Nearby Batchawana Mountain () is the fourth highest point in Ontario at 653 m.

==History==
A fur trading post was established on Batchawana Island near the mouth of the Batchawana River prior to 1814 by clerks of the North West Company. In 1824 it was abandoned as an unpaying venture but reopened some years later. After the merger of the North West Company with the Hudson's Bay Company, Batchawana (spelled "Batchewana" or "Bachawinna" at the time) continued to operate as a HBC winter outpost for Michipicoten Post until 1870.

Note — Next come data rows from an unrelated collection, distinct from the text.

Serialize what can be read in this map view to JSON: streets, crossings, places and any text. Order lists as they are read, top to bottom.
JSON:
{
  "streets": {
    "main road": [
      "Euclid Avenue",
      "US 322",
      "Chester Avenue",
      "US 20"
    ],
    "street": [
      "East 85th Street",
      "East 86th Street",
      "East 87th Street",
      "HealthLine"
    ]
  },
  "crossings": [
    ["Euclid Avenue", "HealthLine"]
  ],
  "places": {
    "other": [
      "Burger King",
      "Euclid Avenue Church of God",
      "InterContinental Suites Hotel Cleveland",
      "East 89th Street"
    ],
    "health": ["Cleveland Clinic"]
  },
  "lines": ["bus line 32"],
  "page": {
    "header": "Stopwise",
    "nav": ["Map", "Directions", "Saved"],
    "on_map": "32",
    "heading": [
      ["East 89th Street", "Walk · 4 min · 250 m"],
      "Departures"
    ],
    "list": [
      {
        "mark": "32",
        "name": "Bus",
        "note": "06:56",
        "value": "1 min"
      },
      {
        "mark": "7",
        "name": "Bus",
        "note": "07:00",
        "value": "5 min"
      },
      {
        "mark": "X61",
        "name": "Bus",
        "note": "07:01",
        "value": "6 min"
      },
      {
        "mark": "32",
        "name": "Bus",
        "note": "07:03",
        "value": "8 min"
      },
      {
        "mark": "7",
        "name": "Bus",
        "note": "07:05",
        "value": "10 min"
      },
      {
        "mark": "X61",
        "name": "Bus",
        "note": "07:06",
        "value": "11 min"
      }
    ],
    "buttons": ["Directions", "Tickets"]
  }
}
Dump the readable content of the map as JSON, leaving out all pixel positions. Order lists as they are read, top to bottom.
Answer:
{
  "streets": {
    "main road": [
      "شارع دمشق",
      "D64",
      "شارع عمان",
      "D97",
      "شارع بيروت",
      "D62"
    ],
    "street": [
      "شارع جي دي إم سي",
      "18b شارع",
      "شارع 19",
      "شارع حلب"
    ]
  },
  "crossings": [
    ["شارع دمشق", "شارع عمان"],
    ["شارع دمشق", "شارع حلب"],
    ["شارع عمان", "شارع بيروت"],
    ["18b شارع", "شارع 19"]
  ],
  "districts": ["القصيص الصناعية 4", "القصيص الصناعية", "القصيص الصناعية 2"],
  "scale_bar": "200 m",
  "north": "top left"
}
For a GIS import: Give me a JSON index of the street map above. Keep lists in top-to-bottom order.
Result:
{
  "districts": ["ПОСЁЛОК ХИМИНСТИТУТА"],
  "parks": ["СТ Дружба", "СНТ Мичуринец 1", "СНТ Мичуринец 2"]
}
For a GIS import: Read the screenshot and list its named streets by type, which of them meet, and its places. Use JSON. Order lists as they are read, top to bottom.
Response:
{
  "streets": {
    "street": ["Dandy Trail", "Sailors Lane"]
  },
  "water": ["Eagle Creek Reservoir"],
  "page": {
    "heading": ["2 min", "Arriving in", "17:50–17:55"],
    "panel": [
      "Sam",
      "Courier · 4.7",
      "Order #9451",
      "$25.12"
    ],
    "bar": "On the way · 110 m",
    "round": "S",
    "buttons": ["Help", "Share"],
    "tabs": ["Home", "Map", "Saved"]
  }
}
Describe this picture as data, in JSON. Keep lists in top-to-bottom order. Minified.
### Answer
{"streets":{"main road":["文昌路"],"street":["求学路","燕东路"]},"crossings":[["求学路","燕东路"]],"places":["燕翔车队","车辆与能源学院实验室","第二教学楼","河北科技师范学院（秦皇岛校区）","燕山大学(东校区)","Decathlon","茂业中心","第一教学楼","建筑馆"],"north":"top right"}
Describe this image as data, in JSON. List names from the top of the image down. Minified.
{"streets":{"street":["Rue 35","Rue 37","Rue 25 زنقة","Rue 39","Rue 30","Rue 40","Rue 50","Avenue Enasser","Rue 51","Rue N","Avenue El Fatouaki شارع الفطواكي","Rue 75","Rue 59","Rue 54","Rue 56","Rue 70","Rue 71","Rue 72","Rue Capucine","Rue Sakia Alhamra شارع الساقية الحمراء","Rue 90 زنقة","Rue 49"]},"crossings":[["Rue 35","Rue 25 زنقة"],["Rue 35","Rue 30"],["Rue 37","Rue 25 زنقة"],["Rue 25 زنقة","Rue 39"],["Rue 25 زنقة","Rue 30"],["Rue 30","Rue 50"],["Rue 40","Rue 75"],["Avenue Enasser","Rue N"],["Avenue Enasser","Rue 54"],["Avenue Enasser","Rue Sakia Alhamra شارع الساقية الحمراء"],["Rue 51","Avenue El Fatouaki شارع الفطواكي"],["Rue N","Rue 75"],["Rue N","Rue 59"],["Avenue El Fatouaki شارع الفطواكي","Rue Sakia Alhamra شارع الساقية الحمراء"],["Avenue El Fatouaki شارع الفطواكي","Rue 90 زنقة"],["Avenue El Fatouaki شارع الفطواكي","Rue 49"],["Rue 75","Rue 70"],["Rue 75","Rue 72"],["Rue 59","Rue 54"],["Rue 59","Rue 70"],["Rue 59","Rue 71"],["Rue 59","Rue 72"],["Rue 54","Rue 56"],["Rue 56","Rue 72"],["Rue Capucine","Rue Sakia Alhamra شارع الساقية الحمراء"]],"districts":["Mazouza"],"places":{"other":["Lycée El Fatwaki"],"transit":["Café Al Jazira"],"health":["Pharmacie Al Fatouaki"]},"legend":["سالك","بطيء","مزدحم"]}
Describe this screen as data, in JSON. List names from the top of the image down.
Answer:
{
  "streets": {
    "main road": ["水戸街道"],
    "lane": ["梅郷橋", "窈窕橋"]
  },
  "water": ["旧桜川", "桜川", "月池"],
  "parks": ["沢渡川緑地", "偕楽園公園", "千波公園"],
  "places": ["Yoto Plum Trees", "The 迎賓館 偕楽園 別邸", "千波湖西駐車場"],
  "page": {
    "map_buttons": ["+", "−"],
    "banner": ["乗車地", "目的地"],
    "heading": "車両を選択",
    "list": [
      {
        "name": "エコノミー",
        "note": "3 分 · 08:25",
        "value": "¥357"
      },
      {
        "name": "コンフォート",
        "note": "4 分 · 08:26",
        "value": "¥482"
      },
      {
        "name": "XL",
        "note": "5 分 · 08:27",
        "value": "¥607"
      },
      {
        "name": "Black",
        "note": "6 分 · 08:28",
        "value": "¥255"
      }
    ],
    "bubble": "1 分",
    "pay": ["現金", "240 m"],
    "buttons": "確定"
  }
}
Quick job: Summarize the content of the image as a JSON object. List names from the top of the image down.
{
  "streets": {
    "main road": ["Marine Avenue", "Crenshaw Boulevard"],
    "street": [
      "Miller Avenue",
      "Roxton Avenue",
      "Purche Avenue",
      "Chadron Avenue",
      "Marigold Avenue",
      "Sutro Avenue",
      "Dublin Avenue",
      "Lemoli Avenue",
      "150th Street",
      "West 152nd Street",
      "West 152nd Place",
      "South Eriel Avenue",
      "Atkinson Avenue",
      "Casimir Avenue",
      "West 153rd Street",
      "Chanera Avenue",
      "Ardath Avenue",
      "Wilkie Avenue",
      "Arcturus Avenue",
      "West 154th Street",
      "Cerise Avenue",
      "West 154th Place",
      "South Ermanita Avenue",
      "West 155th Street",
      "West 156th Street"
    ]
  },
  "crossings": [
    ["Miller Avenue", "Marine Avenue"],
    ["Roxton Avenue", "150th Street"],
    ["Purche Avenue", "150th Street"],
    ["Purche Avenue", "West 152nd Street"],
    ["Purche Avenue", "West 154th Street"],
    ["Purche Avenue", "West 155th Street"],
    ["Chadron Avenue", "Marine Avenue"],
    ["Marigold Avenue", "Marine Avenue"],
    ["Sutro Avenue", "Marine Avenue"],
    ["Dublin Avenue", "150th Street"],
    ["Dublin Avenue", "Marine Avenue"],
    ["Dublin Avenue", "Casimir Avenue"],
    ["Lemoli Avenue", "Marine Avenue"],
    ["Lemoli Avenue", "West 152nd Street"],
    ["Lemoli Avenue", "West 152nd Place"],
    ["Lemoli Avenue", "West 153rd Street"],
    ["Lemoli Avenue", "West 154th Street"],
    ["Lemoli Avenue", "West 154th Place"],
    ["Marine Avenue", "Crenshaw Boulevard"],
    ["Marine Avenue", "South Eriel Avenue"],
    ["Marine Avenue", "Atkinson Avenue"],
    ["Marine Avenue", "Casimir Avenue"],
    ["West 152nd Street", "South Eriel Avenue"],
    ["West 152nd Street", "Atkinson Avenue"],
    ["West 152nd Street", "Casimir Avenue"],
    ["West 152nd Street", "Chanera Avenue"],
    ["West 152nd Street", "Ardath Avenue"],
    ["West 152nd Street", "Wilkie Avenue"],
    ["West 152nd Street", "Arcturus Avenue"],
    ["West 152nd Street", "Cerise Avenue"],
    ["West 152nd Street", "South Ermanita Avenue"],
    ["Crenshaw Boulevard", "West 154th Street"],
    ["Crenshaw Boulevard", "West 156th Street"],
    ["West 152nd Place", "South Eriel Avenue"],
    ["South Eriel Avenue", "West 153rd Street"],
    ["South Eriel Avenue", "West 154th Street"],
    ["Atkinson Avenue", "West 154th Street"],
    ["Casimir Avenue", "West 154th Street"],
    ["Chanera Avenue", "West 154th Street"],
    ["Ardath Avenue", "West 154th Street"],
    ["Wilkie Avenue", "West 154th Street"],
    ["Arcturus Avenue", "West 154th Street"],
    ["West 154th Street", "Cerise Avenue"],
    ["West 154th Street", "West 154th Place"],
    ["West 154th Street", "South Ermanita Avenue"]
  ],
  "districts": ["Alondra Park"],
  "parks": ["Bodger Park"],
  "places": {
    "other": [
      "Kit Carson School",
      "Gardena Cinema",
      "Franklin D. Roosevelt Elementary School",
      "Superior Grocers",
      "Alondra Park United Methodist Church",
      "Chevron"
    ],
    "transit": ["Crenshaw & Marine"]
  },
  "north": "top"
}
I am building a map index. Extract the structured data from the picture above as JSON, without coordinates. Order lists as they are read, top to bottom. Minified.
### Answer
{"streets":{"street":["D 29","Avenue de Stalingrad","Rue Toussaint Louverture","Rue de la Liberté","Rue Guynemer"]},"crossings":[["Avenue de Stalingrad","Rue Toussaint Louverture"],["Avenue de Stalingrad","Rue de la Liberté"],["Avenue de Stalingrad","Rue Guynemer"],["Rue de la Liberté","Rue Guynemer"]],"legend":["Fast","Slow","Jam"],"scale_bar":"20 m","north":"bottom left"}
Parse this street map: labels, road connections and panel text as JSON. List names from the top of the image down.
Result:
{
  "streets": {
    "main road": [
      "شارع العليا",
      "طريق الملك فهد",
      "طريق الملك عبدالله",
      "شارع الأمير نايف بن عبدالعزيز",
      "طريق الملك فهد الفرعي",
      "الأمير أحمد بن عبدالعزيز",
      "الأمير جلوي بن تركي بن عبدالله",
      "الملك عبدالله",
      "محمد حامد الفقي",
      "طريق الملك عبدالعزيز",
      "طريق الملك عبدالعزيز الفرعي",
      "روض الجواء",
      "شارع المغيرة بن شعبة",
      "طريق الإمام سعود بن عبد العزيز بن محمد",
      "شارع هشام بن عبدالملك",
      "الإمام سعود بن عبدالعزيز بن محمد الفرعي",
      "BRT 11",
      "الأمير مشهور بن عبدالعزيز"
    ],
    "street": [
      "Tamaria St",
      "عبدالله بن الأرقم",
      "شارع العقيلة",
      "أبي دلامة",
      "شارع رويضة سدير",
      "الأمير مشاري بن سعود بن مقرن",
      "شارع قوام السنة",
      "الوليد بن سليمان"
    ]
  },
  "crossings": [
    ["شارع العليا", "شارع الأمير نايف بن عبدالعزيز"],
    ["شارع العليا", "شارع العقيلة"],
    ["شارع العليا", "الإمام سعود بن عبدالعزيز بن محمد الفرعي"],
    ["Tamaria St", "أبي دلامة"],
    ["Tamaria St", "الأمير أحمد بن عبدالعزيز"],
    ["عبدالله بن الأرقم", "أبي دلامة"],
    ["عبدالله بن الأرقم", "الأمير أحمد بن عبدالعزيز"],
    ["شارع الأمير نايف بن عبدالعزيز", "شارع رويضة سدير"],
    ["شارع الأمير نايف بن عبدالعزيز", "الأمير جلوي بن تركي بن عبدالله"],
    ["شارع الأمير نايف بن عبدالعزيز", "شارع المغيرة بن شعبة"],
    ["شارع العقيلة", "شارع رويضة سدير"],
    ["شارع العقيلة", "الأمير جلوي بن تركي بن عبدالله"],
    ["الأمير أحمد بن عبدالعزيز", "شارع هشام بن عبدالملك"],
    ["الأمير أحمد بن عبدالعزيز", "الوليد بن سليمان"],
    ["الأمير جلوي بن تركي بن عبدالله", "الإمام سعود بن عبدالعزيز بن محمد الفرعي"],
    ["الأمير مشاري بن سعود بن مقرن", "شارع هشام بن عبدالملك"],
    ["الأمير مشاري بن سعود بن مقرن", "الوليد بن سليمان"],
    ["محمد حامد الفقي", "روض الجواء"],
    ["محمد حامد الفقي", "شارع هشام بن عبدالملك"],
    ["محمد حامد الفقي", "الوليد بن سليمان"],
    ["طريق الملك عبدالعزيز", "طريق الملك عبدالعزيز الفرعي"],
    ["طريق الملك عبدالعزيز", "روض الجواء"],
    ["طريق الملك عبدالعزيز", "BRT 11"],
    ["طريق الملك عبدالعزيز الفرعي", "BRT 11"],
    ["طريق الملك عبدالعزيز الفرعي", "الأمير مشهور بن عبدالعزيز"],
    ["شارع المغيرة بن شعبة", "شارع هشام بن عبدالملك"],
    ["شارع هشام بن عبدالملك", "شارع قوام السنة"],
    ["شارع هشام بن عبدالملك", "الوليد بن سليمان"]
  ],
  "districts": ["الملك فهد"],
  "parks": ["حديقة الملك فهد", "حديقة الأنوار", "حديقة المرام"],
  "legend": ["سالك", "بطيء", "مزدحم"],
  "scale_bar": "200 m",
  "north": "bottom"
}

Batchawana Bay has long been an important fishing site for the Ojibwe. One settlement was near Sand Point, west of the Chippewa River. Many of these men, seeking employment, moved to the settlement at Batchawana after the mill opened in 1871. In 1904 25 men were employed at Batchawana with two tugs. During the 1920s, Chicago-based Booth Fisheries Company maintained here a 600-ton capacity ice house with shed. The 500-ft long Booth dock deteriorated and was removed in the 1940s, and their large plant in town was later lost to fire.

In the early 1920s, the largest fish ever recorded in the Great Lakes was caught by Frank Lapoint in the bay. A sturgeon, it was reportedly 90 years old, measured 2.25 m (7.5 ft) and weighed 140 kg (310 lb).

The bay was historically notable as the dividing point separating the two Robinson Treaty areas between the Crown and the Ojibwe people.